On 12/13/20 7:10 PM, Theo de Raadt wrote:

And I'm suggesting the arguments should look like this:

     pflogd: [priv] -s 160 -i pflog0 -f /var/log/pflog (pflogd)
     pflogd: [running] -s 160 -i pflog0 -f /var/log/pflog (pflogd)

That might allow more accurate pkill targetting.


Wouldn't you admit that this appears to be very fragile? If I add
some flags to the pflogd command line then I have to verify the
pkill commands in newsyslog.conf again. Newsyslog doesn't tell if
pkill doesn't find anything to send a HUP to. Not to mention that the
"-s 160" is not set with "rcctl set flags". Apparently there is some
magic code somewhere else.
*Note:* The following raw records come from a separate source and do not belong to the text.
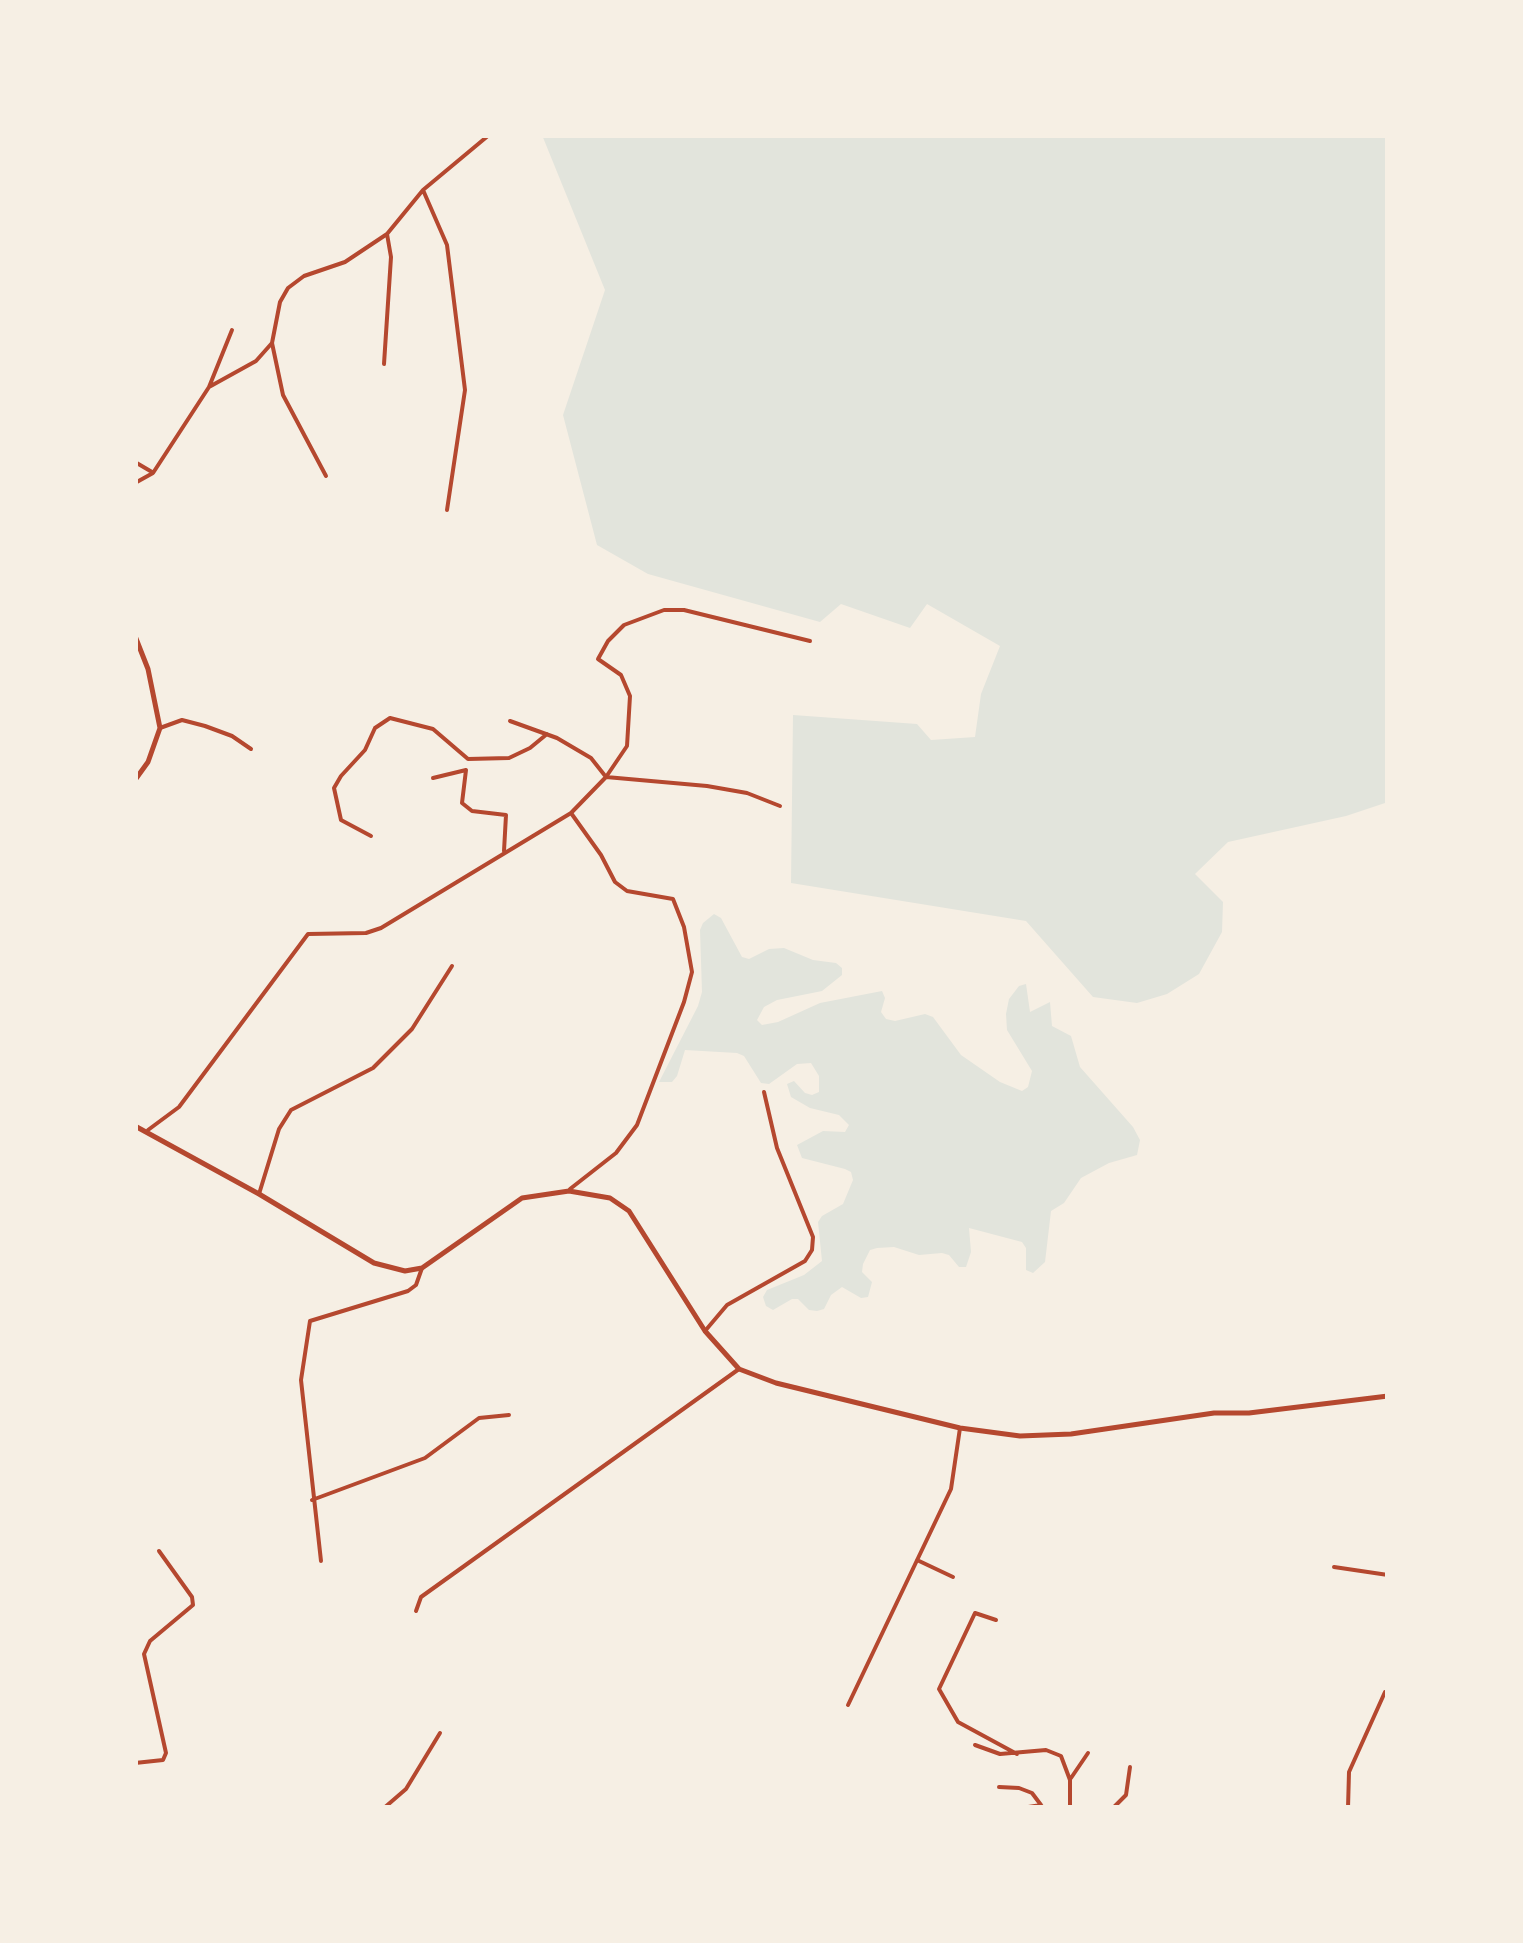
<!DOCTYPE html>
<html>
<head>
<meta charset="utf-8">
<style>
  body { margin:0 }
  #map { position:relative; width:1523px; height:1943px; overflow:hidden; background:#f6efe4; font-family:"Sofia Sans Condensed",sans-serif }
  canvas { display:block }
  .frame { position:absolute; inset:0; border:138px solid #f6efe4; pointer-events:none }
</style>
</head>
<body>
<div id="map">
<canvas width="1523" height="1943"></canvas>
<div class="frame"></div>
</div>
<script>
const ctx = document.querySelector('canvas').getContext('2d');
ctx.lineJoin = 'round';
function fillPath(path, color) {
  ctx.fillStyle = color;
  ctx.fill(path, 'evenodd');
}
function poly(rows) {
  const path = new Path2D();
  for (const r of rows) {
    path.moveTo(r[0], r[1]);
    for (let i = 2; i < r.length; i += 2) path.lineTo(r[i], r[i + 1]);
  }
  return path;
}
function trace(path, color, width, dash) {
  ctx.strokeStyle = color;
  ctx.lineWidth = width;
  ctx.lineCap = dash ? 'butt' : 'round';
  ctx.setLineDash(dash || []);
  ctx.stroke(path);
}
const green = poly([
  [542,135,1388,135,1388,802,1346,816,1228,842,1195,874,1223,902,1222,932,1199,974,1167,994,1137,1003,1093,997,1026,921,791,883,793,715,917,724,931,740,975,737,981,694,1000,646,927,604,910,628,841,604,820,622,648,574,597,545,563,415,605,290],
  [714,914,721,918,742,957,749,959,769,949,784,948,813,960,836,963,842,968,842,975,822,991,777,1000,764,1007,757,1020,762,1025,778,1022,820,1003,882,991,885,998,881,1012,886,1019,895,1021,925,1014,933,1017,961,1055,1000,1082,1022,1091,1028,1087,1032,1071,1007,1030,1006,1014,1009,999,1019,986,1026,984,1030,1012,1050,1002,1052,1026,1071,1036,1080,1067,1133,1127,1140,1140,1137,1155,1109,1163,1081,1178,1064,1203,1051,1211,1045,1262,1033,1273,1026,1270,1026,1248,1022,1242,969,1228,971,1252,966,1267,959,1267,949,1255,942,1253,919,1255,894,1247,877,1248,870,1250,863,1264,862,1272,872,1282,868,1297,861,1298,842,1287,831,1295,824,1309,817,1311,809,1310,798,1299,792,1299,773,1310,766,1306,763,1297,767,1290,804,1275,822,1261,818,1222,822,1216,843,1204,853,1180,851,1172,845,1169,802,1158,797,1145,823,1131,845,1132,849,1125,839,1115,810,1108,791,1097,787,1084,794,1081,805,1093,812,1095,819,1092,819,1076,811,1063,797,1064,769,1084,761,1083,744,1056,737,1053,685,1050,677,1076,672,1082,659,1082,698,1006,702,992,700,930,703,923]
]);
const minor = poly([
  [423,190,447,245,465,390,447,510],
  [272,343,283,395,326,476],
  [384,364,391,257,387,234],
  [209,387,232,330],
  [135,462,152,472],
  [135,483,153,473,209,387,256,361,272,343,280,302,288,288,304,276,345,262,387,234,423,190,489,135],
  [510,721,557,738,591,758,606,777,707,786,747,793,780,806],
  [160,728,182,720,205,726,232,736,251,749],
  [433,778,466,770,462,803,472,811,506,815,504,851],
  [371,836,341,820,334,788,341,776,365,750,375,728,390,718,433,729,468,759,509,758,530,748,547,734],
  [148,1130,179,1107,308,934,366,933,381,928,571,813,606,777,627,746,630,696,621,675,598,659,608,641,624,625,664,610,684,610,810,641],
  [570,1189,616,1153,637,1125,684,1002,692,972,684,927,673,899,627,891,615,882,601,855,571,813],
  [259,1194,279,1129,291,1110,373,1068,412,1029,452,966],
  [705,1331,727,1305,805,1261,812,1250,813,1237,777,1148,764,1092],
  [312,1500,425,1458,479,1418,509,1415],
  [917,1560,953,1577],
  [321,1561,301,1380,310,1321,408,1291,416,1285,422,1268],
  [1334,1567,1388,1575],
  [416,1611,421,1597,739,1369],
  [996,1620,975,1613,939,1689,958,1722,1017,1754],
  [848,1705,951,1489,960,1428],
  [975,1745,1000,1754,1046,1750,1061,1756,1070,1780,1070,1808],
  [135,1763,163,1760,166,1753,144,1654,150,1641,193,1605,192,1597,159,1551],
  [1071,1778,1088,1753],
  [999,1787,1019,1788,1032,1793,1041,1805],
  [384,1808,406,1789,440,1733],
  [1022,1808,1041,1805,1043,1808],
  [1113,1808,1126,1795,1130,1767],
  [1348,1808,1349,1772,1385,1692]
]);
const tertiary = poly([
  [135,636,148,669,160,728,148,762,135,780],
  [135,1126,259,1194,374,1263,405,1271,422,1268,522,1198,569,1191,610,1198,629,1211,705,1331,739,1369,776,1383,960,1428,1020,1436,1071,1434,1214,1413,1249,1413,1388,1396]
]);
fillPath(green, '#e2e4dc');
trace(minor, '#b5482f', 4);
trace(tertiary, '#b5482f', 5);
</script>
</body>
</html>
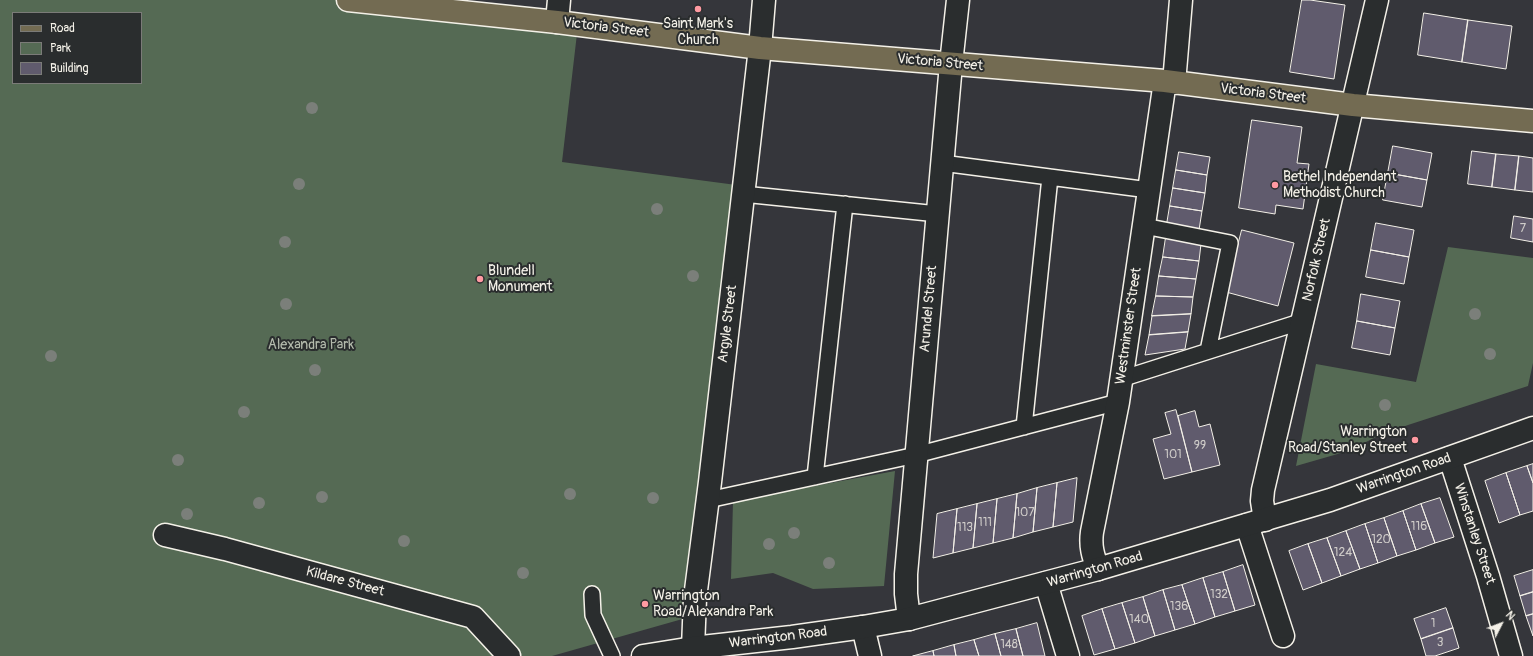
<!DOCTYPE html>
<html>
<head>
<meta charset="utf-8">
<style>
	body { margin:0 }
	#map { position:relative; width:1533px; height:656px; overflow:hidden; background:#35363b; font-family:Pangolin,sans-serif }
	canvas { display:block }
	.legend { position:absolute; left:12px; top:12px; width:130px; height:72px; box-sizing:border-box; background:#2a2d2e; border:1px solid #7b7b78; margin:0; padding:5px 7px; list-style:none; font-size:12px; color:#f4f1e8 }
	.legend li { display:flex; align-items:center; gap:8px; height:20px }
	.legend b { width:20px; border:1px solid #7b7b78 }
	.north { position:absolute; left:1481px; top:604px; width:40px; height:40px; -webkit-text-stroke:3px #2a2d2e; paint-order:stroke; rotate:48deg; font-size:11px; font-weight:700; line-height:16px; text-align:center; color:#f4f1e8 }
	.north::after { content:''; display:block; margin:auto; width:14px; height:18px; background:#f4f1e8; clip-path:polygon(50% 0,100% 100%,50% 72%,0 100%) }
</style>
</head>
<body>
<div id="map">
<canvas width="1533" height="656"></canvas>
<ul class="legend">
<li><b style="height:5px;background:#736b52"></b>Road</li>
<li><b style="height:11px;background:#556a54"></b>Park</li>
<li><b style="height:11px;background:#605b6d"></b>Building</li>
</ul>
<div class="north">N</div>
</div>
<script>
const ctx = document.querySelector('canvas').getContext('2d');
ctx.lineJoin = 'round';
function fill(path, color) {
  ctx.fillStyle = color;
  ctx.fill(path, 'evenodd');
}
function trace(path, color, width, dash) {
  ctx.strokeStyle = color;
  ctx.lineWidth = width;
  ctx.lineCap = dash ? 'butt' : 'round';
  ctx.setLineDash(dash || []);
  ctx.stroke(path);
}
function drawText(font, color, halo, rows, align = 'center') {
  ctx.font = font + ' Pangolin,sans-serif';
  ctx.lineWidth = 4;
  ctx.setLineDash([]);
  ctx.textBaseline = 'middle';
  ctx.strokeStyle = halo;
  ctx.fillStyle = color;
  for (const [text, x, y, turn = 0] of rows) {
    ctx.save();
    ctx.translate(x, y);
    ctx.rotate((+turn || 0) * Math.PI / 180);
    ctx.textAlign = isNaN(turn) ? turn : align;
    if (halo) ctx.strokeText(text, 0, 0);
    ctx.fillText(text, 0, 0);
    ctx.restore();
  }
}
fill(new Path2D(`
	M 0,0 L 348,0 L 578,25 L 562,162 L 744,186 L 686,618 L 552,656 L 0,656 ZM 13,13 L 141,13 L 141,83 L 13,83 Z
	M 1448,247 L 1533,258 L 1533,363 L 1528,386 L 1408,425 L 1376,437 L 1348,451 L 1296,466 L 1316,364 L 1416,382 Z
	M 895,471 L 884,586 L 813,589 L 773,573 L 731,579 L 733,501 Z`), '#556a54');
const building = new Path2D(`
	M 1302,0 L 1310,0 L 1345,5 L 1334,79 L 1290,72 Z
	M 1424,13 L 1468,20 L 1462,62 L 1418,55 Z
	M 1468,20 L 1512,26 L 1506,69 L 1462,62 Z
	M 1252,120 L 1302,127 L 1297,163 L 1309,164 L 1303,209 L 1276,205 L 1275,214 L 1239,208 Z
	M 1393,146 L 1432,153 L 1427,180 L 1388,173 Z
	M 1472,151 L 1496,154 L 1492,187 L 1468,184 Z
	M 1179,152 L 1210,157 L 1207,175 L 1176,170 Z
	M 1496,154 L 1519,156 L 1515,190 L 1492,187 Z
	M 1519,156 L 1533,158 L 1533,192 L 1515,190 Z
	M 1176,170 L 1207,175 L 1205,193 L 1173,188 Z
	M 1388,173 L 1427,180 L 1422,207 L 1383,200 Z
	M 1173,188 L 1205,193 L 1202,211 L 1170,206 Z
	M 1170,206 L 1202,211 L 1199,230 L 1167,224 Z
	M 1514,216 L 1533,219 L 1533,242 L 1511,238 Z
	M 1376,223 L 1414,230 L 1409,257 L 1371,250 Z
	M 1242,230 L 1294,243 L 1278,306 L 1226,292 Z
	M 1166,237 L 1201,244 L 1199,261 L 1163,257 Z
	M 1371,250 L 1409,257 L 1404,284 L 1366,277 Z
	M 1163,257 L 1199,261 L 1196,279 L 1159,276 Z
	M 1159,276 L 1196,279 L 1193,297 L 1156,296 Z
	M 1361,294 L 1400,301 L 1395,328 L 1357,321 Z
	M 1156,296 L 1193,297 L 1191,314 L 1152,316 Z
	M 1191,314 L 1188,332 L 1149,335 L 1152,316 Z
	M 1357,321 L 1395,328 L 1390,355 L 1352,348 Z
	M 1188,332 L 1185,349 L 1145,355 L 1149,335 Z
	M 1176,410 L 1192,472 L 1164,479 L 1153,439 L 1171,434 L 1165,413 Z
	M 1195,411 L 1199,427 L 1210,424 L 1220,465 L 1192,472 L 1178,416 Z
	M 1533,464 L 1533,483 L 1527,466 Z
	M 1527,466 L 1533,483 L 1533,511 L 1520,515 L 1506,473 Z
	M 1506,473 L 1520,515 L 1499,523 L 1485,481 Z
	M 1077,478 L 1073,522 L 1053,527 L 1057,483 Z
	M 1057,483 L 1053,527 L 1033,532 L 1037,488 Z
	M 1037,488 L 1033,532 L 1013,538 L 1017,494 Z
	M 1017,494 L 1013,538 L 993,543 L 997,499 Z
	M 1440,498 L 1454,537 L 1435,543 L 1421,504 Z
	M 997,499 L 993,543 L 973,548 L 977,504 Z
	M 977,504 L 973,548 L 953,553 L 957,509 Z
	M 1421,504 L 1435,543 L 1416,550 L 1403,511 Z
	M 957,509 L 953,553 L 933,558 L 937,514 Z
	M 1403,511 L 1416,550 L 1397,556 L 1384,518 Z
	M 1384,518 L 1397,556 L 1378,563 L 1365,524 Z
	M 1365,524 L 1378,563 L 1360,569 L 1346,531 Z
	M 1346,531 L 1360,569 L 1341,576 L 1327,538 Z
	M 1327,538 L 1341,576 L 1322,583 L 1308,544 Z
	M 1308,544 L 1322,583 L 1303,590 L 1289,551 Z
	M 1243,565 L 1255,605 L 1235,611 L 1223,572 Z
	M 1533,570 L 1533,592 L 1520,596 L 1514,576 Z
	M 1223,572 L 1235,611 L 1215,617 L 1203,578 Z
	M 1203,578 L 1215,617 L 1195,624 L 1182,585 Z
	M 1182,585 L 1195,624 L 1175,630 L 1163,590 Z
	M 1163,590 L 1175,630 L 1155,636 L 1143,597 Z
	M 1533,592 L 1533,614 L 1526,616 L 1520,596 Z
	M 1143,597 L 1155,636 L 1135,643 L 1122,603 Z
	M 1122,603 L 1135,643 L 1115,649 L 1102,609 Z
	M 1446,608 L 1453,628 L 1421,639 L 1414,619 Z
	M 1102,609 L 1115,649 L 1094,655 L 1082,616 Z
	M 1533,614 L 1533,636 L 1526,616 Z
	M 1037,623 L 1045,656 L 1023,656 L 1016,629 Z
	M 1453,628 L 1459,648 L 1435,656 L 1426,656 L 1421,639 Z
	M 1016,629 L 1023,656 L 1001,656 L 995,634 Z
	M 995,634 L 1001,656 L 979,656 L 974,640 Z
	M 974,640 L 979,656 L 956,656 L 954,645 Z
	M 954,645 L 956,656 L 934,656 L 933,651 Z
	M 933,651 L 934,656 L 913,656 Z`);
fill(building, '#605b6d');
trace(building, '#f4f1e8', 1);
const service = new Path2D(`
	M 942,163 L 1149,190
	M 743,194 L 938,214
	M 1144,226 L 1230,243 L 1208,351
	M 1121,379 L 1303,321
	M 1024,427 L 1050,177
	M 815,477 L 845,204
	M 708,500 L 916,455 L 1118,402
	M 592,594 L 593,615 L 612,656`);
const minor = new Path2D(`
	M 557,22 L 559,0
	M 1174,83 L 1181,0
	M 1450,458 L 1488,576 L 1511,656
	M 1265,520 L 1262,501 L 1263,490 L 1377,0
	M 1247,525 L 1283,636
	M 165,535 L 225,549 L 473,617 L 509,656
	M 1098,569 C 1093,556 1090,546 1092,532 L 1118,402 L 1165,81
	M 1046,583 L 1068,656
	M 909,619 L 906,594 L 906,574 L 951,64 L 958,0
	M 863,627 L 870,656
	M 693,648 L 695,598 L 710,482 L 760,48 L 764,0`);
const secondary = new Path2D(`
	M 643,656 L 693,648 L 792,637 L 863,627 L 909,619 L 1098,569 L 1330,500 L 1533,428`);
const primary = new Path2D(`
	M 348,0 L 557,22 L 760,48 L 1165,81 L 1353,105 L 1533,121`);
trace(service, '#f4f1e8', 18);
trace(minor, '#f4f1e8', 25);
trace(secondary, '#f4f1e8', 25);
trace(primary, '#f4f1e8', 25);
trace(service, '#2a2d2e', 15);
trace(minor, '#2a2d2e', 22);
trace(secondary, '#2a2d2e', 22);
trace(primary, '#736b52', 22);
ctx.fillStyle = '#7b7f7a';
for (const [x, y] of [
	[312,108],
	[299,184],
	[657,209],
	[285,242],
	[693,276],
	[286,304],
	[1475,314],
	[1490,354],
	[51,356],
	[315,370],
	[1385,405],
	[244,412],
	[178,460],
	[570,494],
	[322,497],
	[653,498],
	[259,503],
	[187,514],
	[794,533],
	[404,541],
	[769,544],
	[829,563],
	[523,573]
]) {
  ctx.beginPath();
  ctx.arc(x, y, 6, 0, 2 * Math.PI);
  ctx.fill();
}
for (const [x, y, r, color] of [
	[698,9,4,"#ff9aa2"],
	[1275,185,4,"#ff9aa2"],
	[480,279,4,"#ff9aa2"],
	[1415,440,4,"#ff9aa2"],
	[645,604,4,"#ff9aa2"]
]) {
  const dot = new Path2D();
  dot.arc(x, y, r, 0, 2 * Math.PI);
  ctx.fillStyle = color;
  ctx.fill(dot);
  trace(dot, '#2a2d2e', 1.5);
}
drawText('12px', '#cfccc9', null, [
	["7",1523,229],
	["99",1200,446],
	["101",1173,455],
	["107",1025,513],
	["111",985,523],
	["116",1419,527],
	["113",965,528],
	["120",1381,540],
	["124",1343,553],
	["132",1219,595],
	["136",1179,607],
	["140",1139,620],
	["1",1433,624],
	["3",1440,643],
	["148",1009,645]
]);
drawText('14px', '#f4f1e8', '#2a2d2e', [
	["Saint Mark's",698,24,"center"],
	["Church",698,40,"center"],
	["Bethel Independant",1283,177],
	["Methodist Church",1283,193],
	["Blundell",488,271],
	["Monument",488,287],
	["Warrington",1407,432,"right"],
	["Road/Stanley Street",1407,448,"right"],
	["Warrington",653,596],
	["Road/Alexandra Park",653,612]
], 'left');
drawText('14px', '#f4f1e8', '#2a2d2e', [
	["Victoria Street",606,28,7],
	["Victoria Street",940,63,5],
	["Victoria Street",1263,94,7],
	["Norfolk Street",1317,260,-77],
	["Arundel Street",929,309,-85],
	["Argyle Street",728,324,-83],
	["Westminster Street",1129,326,-82],
	["Warrington Road",1404,474,-19],
	["Winstanley Street",1474,534,72],
	["Warrington Road",1095,570,-16],
	["Kildare Street",345,582,15],
	["Warrington Road",778,638,-7]
]);
drawText('14px', '#b4bbad', '#2a2d2e', [
	["Alexandra Park",311,345]
]);
</script>
</body>
</html>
If this code is changed, then this might
break the newsyslog configuration as well. Sorry to say, buts its
obscure and error-prone.

My point is that a pid file on a volatile file system is much more
reliable than pkill/pgrep. I am not asking you to drop pkill/pgrep,
but I am missing the old -p option to pflogd.

At least OpenBSD is not alone with this problem. On Debian there
is a tool "/bin/pidof", trying to guess the pid of a daemon to kill
by looking at the process list as well. Its part of the sysv init
environment. For years I wondered how comes that daemons in my
containers silently got killed. They were visible in the parent's
process list and were found by pidof.